TV has evolved into so much more than just linear. When people say they’re “watching TV,” it’s no longer apparent where or how they’re doing so. Are they tuning in to a traditional broadcast or cable network on the TV in their living rooms? Are they watching via a streaming service? Did they download a network’s app to watch a show during the morning commute?
There are now more ways to watch TV content than ever before. Regardless of how familiar someone is with the current state of the industry, there’s also a seemingly endless amount of acronyms associated with what’s referred to collectively as advanced TV. Over-the-top (OTT) and connected TV (CTV) are just two of the many terms used casually, interchangeably and (frustratingly) with the exact definitions not always clear.
But for advertisers to truly get the most out of these options, clarity is key. I spoke with TVSquared’s VP of Enterprise Accounts, Hanna Gryncwajg, about advanced TV, with a focus on OTT. Her strong background in multi-screen advertising makes her an ideal person to navigate this vast subject. Here is a recap of what I learned:
The Wild, Wild West of TV
The continual misconception surrounding which word or acronym to use for each circumstance was one of the first things we addressed.
Regarding how to differentiate between two of the most common acronyms – OTT and CTV – Hanna said: “CTV is IP-connected, while OTT can be IP or cookie-connected … OTT has content, CTV is a device.”
Hanna explained how there’s also a great deal of confusion regarding available inventory.
“It’s the wild, wild west in terms of inventory. You have inventory that’s streaming, that’s subscription-only, and then you have all these other sites that are OTT. You have the major cable and broadcast networks that are increasingly streaming some of their own content. Then, you have aggregators of OTT … who all have many of the same programming.”
While more and more entertainment companies are gearing up to launch their own streaming services, there’s also a number of specific networks striking the balance between streaming their own content, while also licensing it to other companies that may want it.
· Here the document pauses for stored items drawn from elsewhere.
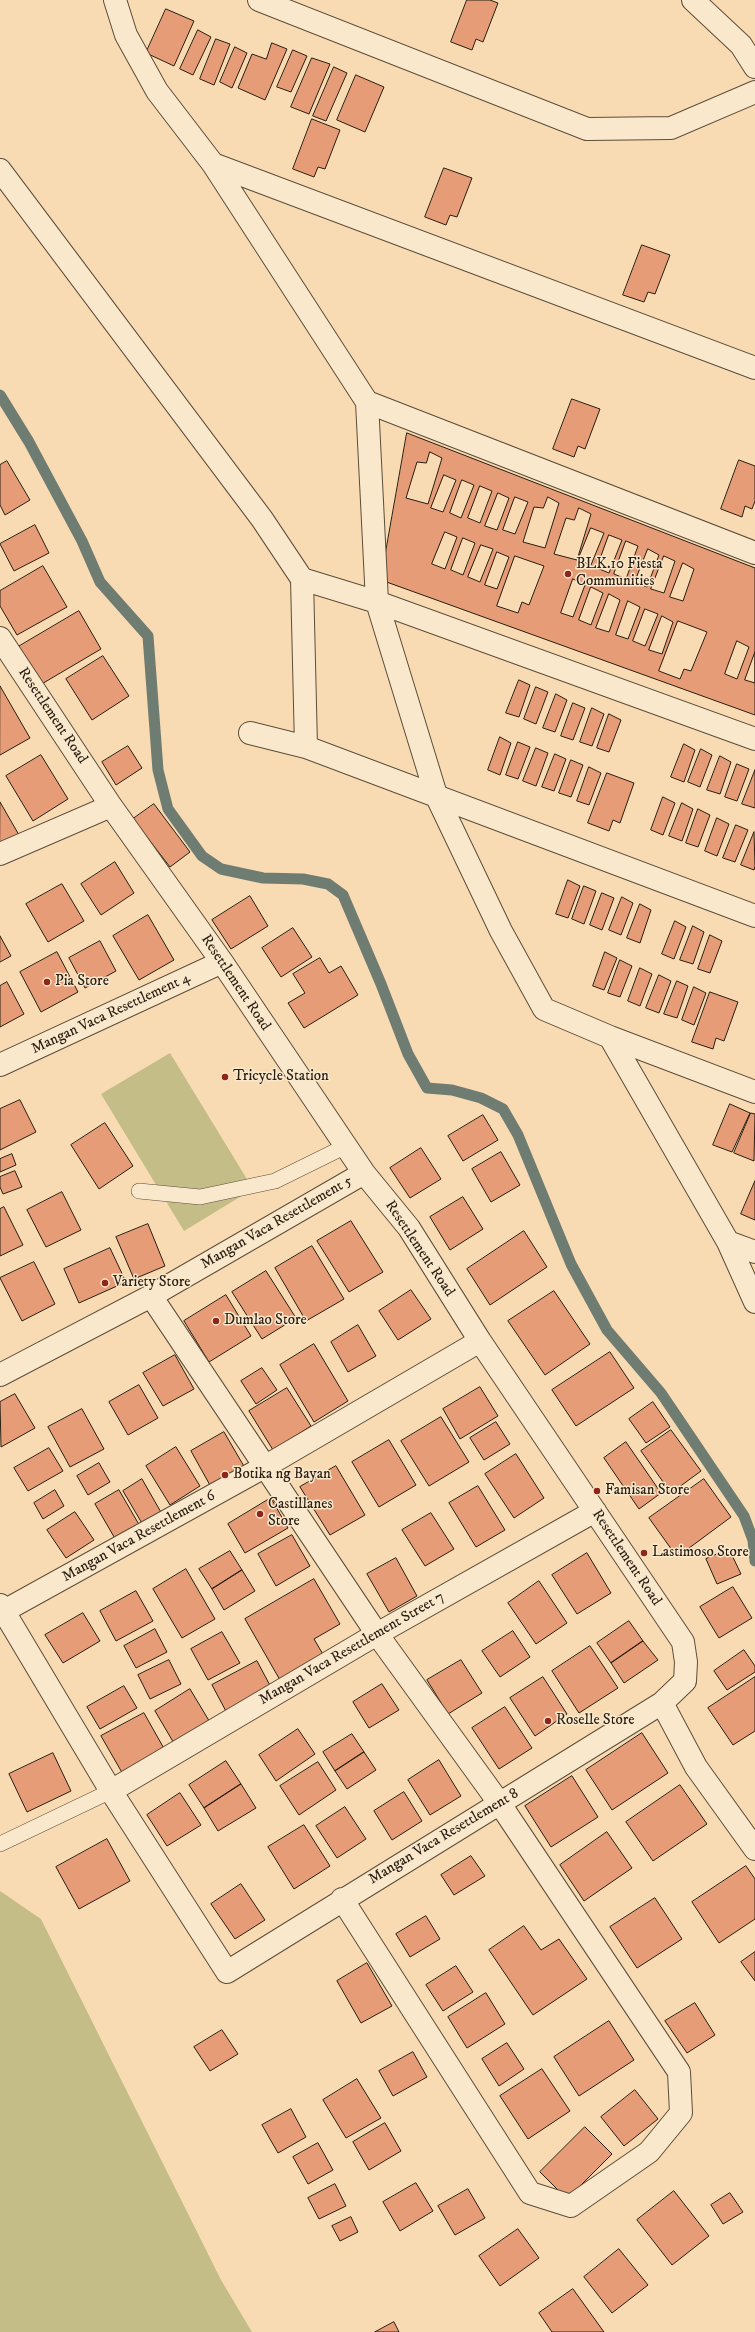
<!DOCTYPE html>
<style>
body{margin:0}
canvas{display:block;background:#f8dbb2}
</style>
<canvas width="755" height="2332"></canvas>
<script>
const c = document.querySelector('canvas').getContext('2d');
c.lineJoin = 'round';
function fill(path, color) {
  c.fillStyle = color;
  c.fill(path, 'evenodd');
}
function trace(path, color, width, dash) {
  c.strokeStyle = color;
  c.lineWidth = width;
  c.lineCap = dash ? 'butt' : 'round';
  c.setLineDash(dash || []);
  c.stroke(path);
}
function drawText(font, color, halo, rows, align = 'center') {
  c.font = font + ' "IM FELL DW Pica",serif';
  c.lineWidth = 3;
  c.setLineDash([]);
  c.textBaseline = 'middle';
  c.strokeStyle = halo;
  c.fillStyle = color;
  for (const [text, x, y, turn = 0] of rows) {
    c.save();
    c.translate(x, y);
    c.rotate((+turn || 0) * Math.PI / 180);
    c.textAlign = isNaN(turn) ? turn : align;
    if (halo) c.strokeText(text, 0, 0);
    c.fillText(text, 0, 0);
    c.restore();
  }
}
fill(new Path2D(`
 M170,1053L253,1189L184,1231L101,1094Z
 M0,1891L41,1919L221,2280L252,2332H0Z`), '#c5bd87');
trace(new Path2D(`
 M0,395L29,442L82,541L100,582L148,636L158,770L168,809L202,856L221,869L263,878L303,879L328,884L343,895L381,984L408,1054L427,1088L452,1090L481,1098L503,1109L518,1135L571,1264L607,1330L661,1393L744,1516L753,1540L755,1561`), '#6f7c72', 11);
const building = new Path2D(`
 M467,0H490L498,3L483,42L476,39L472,50L451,42Z
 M166,9L194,21L174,66L146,53Z
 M198,30L211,37L193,75L180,69Z
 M216,39L230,44L214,85L200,79Z
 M272,43L287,49L265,100L238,88L252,54L266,59Z
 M235,47L247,53L232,88L220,82Z
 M293,50L307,56L291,92L277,87Z
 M312,58L330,64L309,114L291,107Z
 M334,67L347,73L326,121L313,116Z
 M356,75L384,87L365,132L337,120Z
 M312,119L340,130L325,169L318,167L314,177L293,169Z
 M444,168L472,178L457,217L450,215L446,225L425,217Z
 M642,245L670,255L655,294L648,292L644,302L623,295Z
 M572,399L600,409L585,449L578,446L574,457L553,449Z
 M407,433L755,568V715L381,580Z
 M430,452L442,458L428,504L406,498L417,462L426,463Z
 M739,460L755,466V501L752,509L745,506L742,517L721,509Z
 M7,461L30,500L5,515L0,505V465Z
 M444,475L456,480L443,512L431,508Z
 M462,480L474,485L461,518L450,513Z
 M480,486L492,491L480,523L468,518Z
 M498,493L509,498L497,530L485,526Z
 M515,497L528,502L515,534L503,530Z
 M548,497L559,503L545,548L523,542L534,507L543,508Z
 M579,508L591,514L577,560L554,554L566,518L574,520Z
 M35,525L49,553L14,571L0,544Z
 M591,528L604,533L591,565L578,560Z
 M445,532L457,537L445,569L432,564Z
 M609,535L622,540L609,573L597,568Z
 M463,538L475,543L463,575L451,570Z
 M626,541L638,546L626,579L614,574Z
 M481,545L493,549L480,582L468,577Z
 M648,549L659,555L647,587L635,582Z
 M497,552L509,557L497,589L485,585Z
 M515,556L544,566L529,605L522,602L518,613L497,606Z
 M664,556L675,561L664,593L651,589Z
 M683,563L694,569L683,601L670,597Z
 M43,566L67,607L17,635L0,606V591Z
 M573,579L585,585L573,617L561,613Z
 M591,587L603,593L591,625L579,620Z
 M609,594L620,600L609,632L596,628Z
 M628,601L640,607L628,639L616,635Z
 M645,609L658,614L645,646L633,641Z
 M79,611L101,649L40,685L18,647Z
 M662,616L673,622L662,654L649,650Z
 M678,621L707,632L691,671L684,669L680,679L659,671Z
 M737,641L749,647L737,679L725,674Z
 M755,652V683L745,680Z
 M103,656L129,696L92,720L66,679Z
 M519,680L530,685L519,717L506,713Z
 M0,686L30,738L0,755Z
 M536,687L548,692L536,724L524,719Z
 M556,694L567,700L555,732L543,728Z
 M573,703L585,708L573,740L561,736Z
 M592,708L604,714L592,746L580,742Z
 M609,714L621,720L609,752L597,748Z
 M500,737L511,743L500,775L488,770Z
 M518,742L530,747L518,779L506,775Z
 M684,744L695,750L684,782L671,777Z
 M128,746L142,768L116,785L102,762Z
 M536,748L548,753L536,786L523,781Z
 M701,749L712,755L700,787L688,782Z
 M555,754L566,759L554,791L542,787Z
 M41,755L68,799L33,821L6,776Z
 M720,756L731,762L720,794L707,790Z
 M571,760L583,765L571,797L559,793Z
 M737,764L749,769L737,801L725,797Z
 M589,767L601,773L589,805L577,801Z
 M755,770V808L742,804Z
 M607,773L634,783L620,823L613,820L609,831L588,823Z
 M663,797L675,803L663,835L651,830Z
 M0,802L19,835L0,845Z
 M682,803L693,809L682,841L669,836Z
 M154,804L190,852L170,867L133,819Z
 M698,809L710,815L698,847L686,843Z
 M717,818L729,824L717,856L705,851Z
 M736,825L748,830L735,862L723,858Z
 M754,832L755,866L754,870L741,865Z
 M115,862L134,893L101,915L81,884Z
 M568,880L580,886L568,918L556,914Z
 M62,884L84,921L48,942L26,904Z
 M584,886L596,891L584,924L572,919Z
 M602,893L614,898L602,930L590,925Z
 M250,896L268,926L231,949L212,920Z
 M622,897L633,903L621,935L609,930Z
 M640,904L651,910L640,943L627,938Z
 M148,915L174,960L139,980L113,936Z
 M675,921L686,927L674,959L662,954Z
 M693,926L704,932L693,964L680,960Z
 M293,928L312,957L281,977L262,948Z
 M710,935L722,941L710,973L698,969Z
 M0,936L11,956L0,962Z
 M100,941L116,971L85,988L69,958Z
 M57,952L78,992L41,1012L20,972Z
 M605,952L617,958L604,990L593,986Z
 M320,958L329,973L341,966L358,995L304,1028L288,1003L305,993L293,974Z
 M620,960L632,966L620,997L608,993Z
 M640,968L652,974L640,1006L628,1001Z
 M659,975L671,981L659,1013L646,1008Z
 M677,981L688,986L677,1018L664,1014Z
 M7,982L24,1014L0,1027V986Z
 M694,987L706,993L694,1025L682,1020Z
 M710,992L738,1002L724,1041L716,1038L713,1049L692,1042Z
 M20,1100L36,1132L0,1150V1109Z
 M730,1104L750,1113L732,1152L713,1145Z
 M751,1113L755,1114L754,1161L734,1153Z
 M483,1115L498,1140L463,1161L448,1136Z
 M105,1123L133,1166L99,1189L71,1145Z
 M421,1148L441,1179L410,1198L390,1168Z
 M501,1152L520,1185L491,1202L472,1169Z
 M12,1154L16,1165L0,1172V1159Z
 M15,1171L22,1187L3,1194L0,1187V1177Z
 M755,1181V1220L741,1214Z
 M62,1192L81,1230L46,1247L27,1210Z
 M463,1197L483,1229L450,1250L430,1217Z
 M4,1207L23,1245L0,1256V1209Z
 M351,1221L383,1272L349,1292L317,1241Z
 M148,1224L165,1266L134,1279L116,1237Z
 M524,1231L547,1267L490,1305L467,1269Z
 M312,1246L344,1299L306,1321L275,1268Z
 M110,1248L126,1282L79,1303L64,1269Z
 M34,1262L55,1304L22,1321L0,1278Z
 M266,1271L296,1318L262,1339L232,1292Z
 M411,1290L431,1319L398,1340L379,1311Z
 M554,1291L590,1344L545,1375L508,1321Z
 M226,1295L251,1336L209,1362L184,1321Z
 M358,1325L376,1356L348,1372L331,1342Z
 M314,1344L348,1401L314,1422L280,1365Z
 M610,1352L634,1388L576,1426L552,1390Z
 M175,1355L194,1389L163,1406L143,1373Z
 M262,1368L277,1390L256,1404L241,1381Z
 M139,1385L158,1418L128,1435L109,1402Z
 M480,1387L498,1416L460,1439L443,1409Z
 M287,1388L311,1426L273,1450L249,1411Z
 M15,1394L35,1428L1,1447L0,1402Z
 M653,1402L670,1427L646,1443L629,1419Z
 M82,1409L104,1449L70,1467L48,1427Z
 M441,1417L469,1462L429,1486L401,1441Z
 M496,1422L510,1444L484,1460L470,1438Z
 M671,1430L701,1471L671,1493L641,1451Z
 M224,1432L245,1468L211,1487L191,1451Z
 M389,1440L416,1485L379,1507L352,1462Z
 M626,1442L661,1493L639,1509L604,1458Z
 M176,1447L200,1486L170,1505L146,1466Z
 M49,1448L63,1471L28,1491L14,1468Z
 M516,1454L544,1498L514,1518L485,1474Z
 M99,1463L110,1482L88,1495L77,1476Z
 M336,1466L365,1515L330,1535L300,1487Z
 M142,1479L162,1514L143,1525L123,1491Z
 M704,1479L731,1517L677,1557L649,1518Z
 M478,1486L505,1530L476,1547L449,1503Z
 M55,1490L64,1506L43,1519L34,1503Z
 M119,1490L141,1528L117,1542L95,1504Z
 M271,1498L288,1528L245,1553L228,1524Z
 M75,1512L94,1540L66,1558L47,1530Z
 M431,1513L454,1549L425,1566L402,1530Z
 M292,1535L310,1566L276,1586L258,1554Z
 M729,1549L741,1574L717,1584L706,1559Z
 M230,1551L242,1570L212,1589L199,1569Z
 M587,1553L611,1593L577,1614L552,1575Z
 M396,1558L417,1596L389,1612L367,1574Z
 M186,1569L215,1619L182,1638L153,1589Z
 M242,1570L255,1591L224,1610L212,1589Z
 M314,1579L340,1624L314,1639L324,1656L280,1680L245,1619Z
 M539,1581L567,1623L536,1644L508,1603Z
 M733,1587L752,1618L719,1638L700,1607Z
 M136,1591L153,1621L116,1641L100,1611Z
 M83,1613L100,1641L63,1663L45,1635Z
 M629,1621L643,1641L611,1663L597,1643Z
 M155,1629L167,1652L136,1668L124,1646Z
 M513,1631L530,1657L500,1677L482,1651Z
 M222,1632L240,1663L208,1680L191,1649Z
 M643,1641L658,1660L624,1683L611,1663Z
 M590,1646L618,1688L579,1713L552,1671Z
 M744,1650L755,1666V1672L727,1690L714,1671Z
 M169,1660L181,1684L150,1699L138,1675Z
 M461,1660L482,1693L448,1714L427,1680Z
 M257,1661L273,1691L228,1715L212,1685Z
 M543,1677L567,1714L535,1736L510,1698Z
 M755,1677V1731L733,1745L708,1708Z
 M382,1684L399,1710L369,1728L353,1702Z
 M124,1686L137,1708L100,1729L87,1707Z
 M190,1689L211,1724L175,1745L155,1711Z
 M505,1707L532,1748L499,1769L472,1728Z
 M144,1713L166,1752L124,1776L101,1736Z
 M298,1729L315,1754L276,1781L259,1755Z
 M642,1733L668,1773L612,1810L586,1770Z
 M352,1734L364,1752L335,1771L323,1752Z
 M364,1752L376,1770L347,1789L335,1771Z
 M53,1753L71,1791L27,1812L9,1774Z
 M439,1760L461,1796L430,1815L408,1780Z
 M226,1761L241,1784L204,1808L189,1785Z
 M318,1762L336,1790L299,1815L280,1786Z
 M572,1776L598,1817L551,1847L525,1806Z
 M241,1784L256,1808L218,1831L204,1808Z
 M680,1785L707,1824L653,1861L626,1822Z
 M404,1792L422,1821L392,1840L374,1811Z
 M180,1793L201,1825L167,1846L147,1815Z
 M345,1807L366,1839L337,1858L316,1826Z
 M304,1825L330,1866L294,1889L268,1847Z
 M607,1832L632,1868L584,1901L560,1865Z
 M107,1839L130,1881L79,1909L56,1867Z
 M471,1856L485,1876L454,1895L441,1875Z
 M746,1866L755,1879V1919L719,1943L692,1902Z
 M241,1884L265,1920L235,1939L211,1904Z
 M655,1898L682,1939L637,1968L610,1927Z
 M426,1916L440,1939L410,1957L396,1934Z
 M524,1926L541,1950L559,1939L587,1979L533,2015L489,1950Z
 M755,1952V1981L741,1962Z
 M367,1963L392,2006L361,2023L337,1981Z
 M456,1966L473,1992L443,2011L426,1985Z
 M486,1993L505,2024L467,2048L448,2017Z
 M695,2003L715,2035L687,2053L665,2021Z
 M609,2021L634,2060L579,2096L554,2057Z
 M222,2030L238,2054L210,2071L194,2047Z
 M507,2043L524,2069L499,2086L482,2059Z
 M413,2052L427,2077L393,2096L379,2071Z
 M542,2069L570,2111L528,2139L500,2096Z
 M357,2079L381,2118L346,2138L323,2100Z
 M635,2090L658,2119L624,2146L601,2117Z
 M291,2109L306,2137L278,2153L262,2125Z
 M385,2123L401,2151L369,2170L353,2142Z
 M585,2127L612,2154L567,2199L540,2172Z
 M318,2143L333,2170L308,2184L293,2157Z
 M416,2183L433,2211L400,2231L383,2202Z
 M335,2184L346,2206L319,2219L308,2198Z
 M468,2189L485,2218L455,2235L438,2206Z
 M674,2191L709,2236L672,2265L637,2220Z
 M730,2193L743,2212L723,2224L711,2205Z
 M351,2217L358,2232L340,2241L332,2226Z
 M518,2229L539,2258L500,2286L479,2256Z
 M619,2249L648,2285L612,2313L584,2277Z
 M573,2289L604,2332H552L539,2313Z
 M394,2322L399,2332H375Z`);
fill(building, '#e79c78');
trace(building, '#281e11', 1);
const service = new Path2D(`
 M139,1191L200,1197L275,1181L346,1146
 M0,1844L111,1791`);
const minor = new Path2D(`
 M115,0L126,35L157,91L213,164L367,402L377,602L436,795L501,931L544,1009L610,1037L728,1242L755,1302
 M259,0L587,129L671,128L755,92
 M693,0L741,45L755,67
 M213,164L755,368
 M0,170L262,519L302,579L377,602L755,739
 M367,402L755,553
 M302,579L306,747
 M0,638L111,806L222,962L364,1173L409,1228L480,1341L683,1642L686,1662L685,1681L662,1703L696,1767L755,1849
 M250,733L306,747L755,916
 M0,854L111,806
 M610,1037L755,1092
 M0,1065L222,962
 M728,1242L755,1252
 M151,1296L377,1634L500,1804L679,2072L681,2113L649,2152L571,2206L530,2193L342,1899
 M0,1375L151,1296L364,1173
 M0,1605L111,1791L227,1972L662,1703
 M4,1611L266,1466L480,1341
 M111,1791L377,1634L595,1511`);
trace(service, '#5c4d39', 16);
trace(minor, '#5c4d39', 24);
trace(service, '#fae8cd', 15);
trace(minor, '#fae8cd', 22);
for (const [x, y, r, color] of [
 [568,574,4,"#8f2418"],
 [47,982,4,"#8f2418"],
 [225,1077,4,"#8f2418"],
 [105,1283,4,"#8f2418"],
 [216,1321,4,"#8f2418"],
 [225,1475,4,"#8f2418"],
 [597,1491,4,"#8f2418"],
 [260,1514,4,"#8f2418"],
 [644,1553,4,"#8f2418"],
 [548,1721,4,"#8f2418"]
]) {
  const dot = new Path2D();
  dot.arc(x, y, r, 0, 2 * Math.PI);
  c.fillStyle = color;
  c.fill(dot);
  trace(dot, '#fae8cd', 1.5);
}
drawText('15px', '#281e11', '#fae8cd', [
 ["BLK.10 Fiesta",576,565],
 ["Communities",576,582],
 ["Pia Store",55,982],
 ["Tricycle Station",233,1077],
 ["Variety Store",113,1283],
 ["Dumlao Store",224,1321],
 ["Botika ng Bayan",233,1475],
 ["Famisan Store",605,1491],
 ["Castillanes",268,1505],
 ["Store",268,1522],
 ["Lastimoso Store",652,1553],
 ["Roselle Store",556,1721]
], 'left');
drawText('15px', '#281e11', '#fae8cd', [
 ["Resettlement Road",52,716,56],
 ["Resettlement Road",235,983,56],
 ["Mangan Vaca Resettlement 4",111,1014,-25],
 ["Mangan Vaca Resettlement 5",277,1223,-30],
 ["Resettlement Road",419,1249,56],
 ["Mangan Vaca Resettlement 6",139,1537,-29],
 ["Resettlement Road",626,1558,56],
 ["Mangan Vaca Resettlement Street 7",352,1649,-30],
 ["Mangan Vaca Resettlement 8",444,1837,-31]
]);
</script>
At the time of this interview, Pop’s Emmy-nominated comedy, “Schitt’s Creek,” can be watched via multiple platforms, including Netflix, Pop’s website and the Pop Now app. With all of these options, it can be complicated for advertises to keep track of exactly where a show is airing, and which platform has the largest pool of inventory.
Think Holistically & Know Your Audience
Hanna’s biggest piece of advice for brands unsure about how to tackle the OTT space is to not get too caught up in thinking about TV as “linear vs. OTT.”
Brands should look at all platforms holistically, and identify and understand their audience – regardless of where or how they are watching.
Brands shouldn’t blindly divide up their budgets by platform prior to discovering their true audiences. After all, by testing creatives during a campaign, they may discover a receptive audience segment they didn’t know about (which is also why it’s important to not have too niche an audience target).
Advertisers can leverage a digital-like connection, while still using TV for reach and brand awareness. Hanna added, “And now, with TVSquared, not only can you reach all of the individuals within a household, but you can attribute for that household too, which is awesome.”
OTT Success: Connecting with Audiences & Leveraging Technology
The advertisers that will find the most success with OTT will be the ones that authentically connect with audiences (talking to them, not down to them) and have easy-to-navigate websites and apps.
While acknowledging that a number of advertisers have not yet implemented OTT into their ad buys, Hanna was quick to acknowledge the ones that have been ahead of the curve. Specifically, she noted how direct-to-consumer (DTC) brands are “taking the TV advertising world by storm.”
It’s not surprising why this has been the case. While TV still offers unparalleled reach for brand awareness, the fact that the majority of TV viewers now have second-screen devices in hand while watching has made TV ideal for capturing performance, which is why DTC brands are flocking to it. As digital natives that now want to expand beyond social media, DTC advertisers have embraced TV’s evolution into a true performance-marketing channel.
Hanna continued: “TV is the brand awareness piece, but if the creative is strong enough to get you to go online – which it should be, otherwise there’s no point – to me, that’s the next part of the funnel. We as a society have gotten more sophisticated with technology, and companies need to adjust to that.”